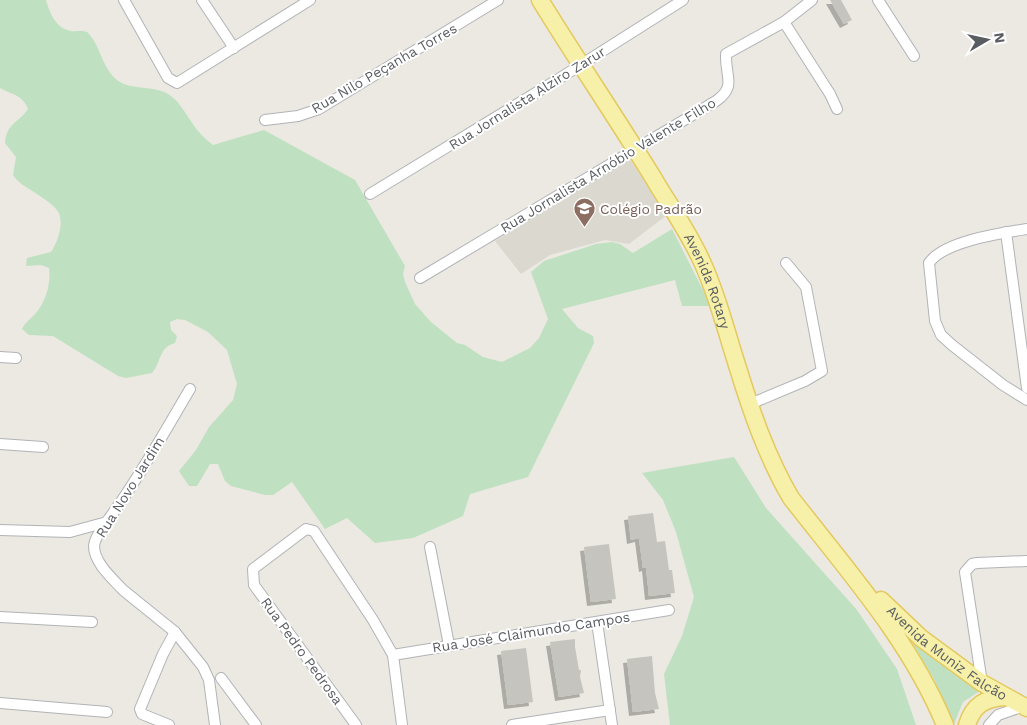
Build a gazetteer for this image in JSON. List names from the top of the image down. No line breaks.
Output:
{"streets":{"main road":["Avenida Rotary","Avenida Muniz Falcão"],"street":["Rua Nilo Peçanha Torres","Rua Jornalista Alziro Zarur","Rua Jornalista Arnóbio Valente Filho","Rua Novo Jardim","Rua José Claimundo Campos","Rua Pedro Pedrosa"]},"crossings":[["Rua Jornalista Alziro Zarur","Avenida Rotary"],["Rua Jornalista Arnóbio Valente Filho","Avenida Rotary"],["Avenida Rotary","Avenida Muniz Falcão"],["Rua José Claimundo Campos","Rua Pedro Pedrosa"]],"places":{"school or university":["Colégio Padrão"]},"north":"right"}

━━━━

### Assignment
Drop the pictures and reproduce the rest of the data exactly.

### Exercise result
Build a gazetteer for this image in JSON. List names from the top of the image down. No line breaks.
Output:
{"streets":{"main road":["Avenida Rotary","Avenida Muniz Falcão"],"street":["Rua Nilo Peçanha Torres","Rua Jornalista Alziro Zarur","Rua Jornalista Arnóbio Valente Filho","Rua Novo Jardim","Rua José Claimundo Campos","Rua Pedro Pedrosa"]},"crossings":[["Rua Jornalista Alziro Zarur","Avenida Rotary"],["Rua Jornalista Arnóbio Valente Filho","Avenida Rotary"],["Avenida Rotary","Avenida Muniz Falcão"],["Rua José Claimundo Campos","Rua Pedro Pedrosa"]],"places":{"school or university":["Colégio Padrão"]},"north":"right"}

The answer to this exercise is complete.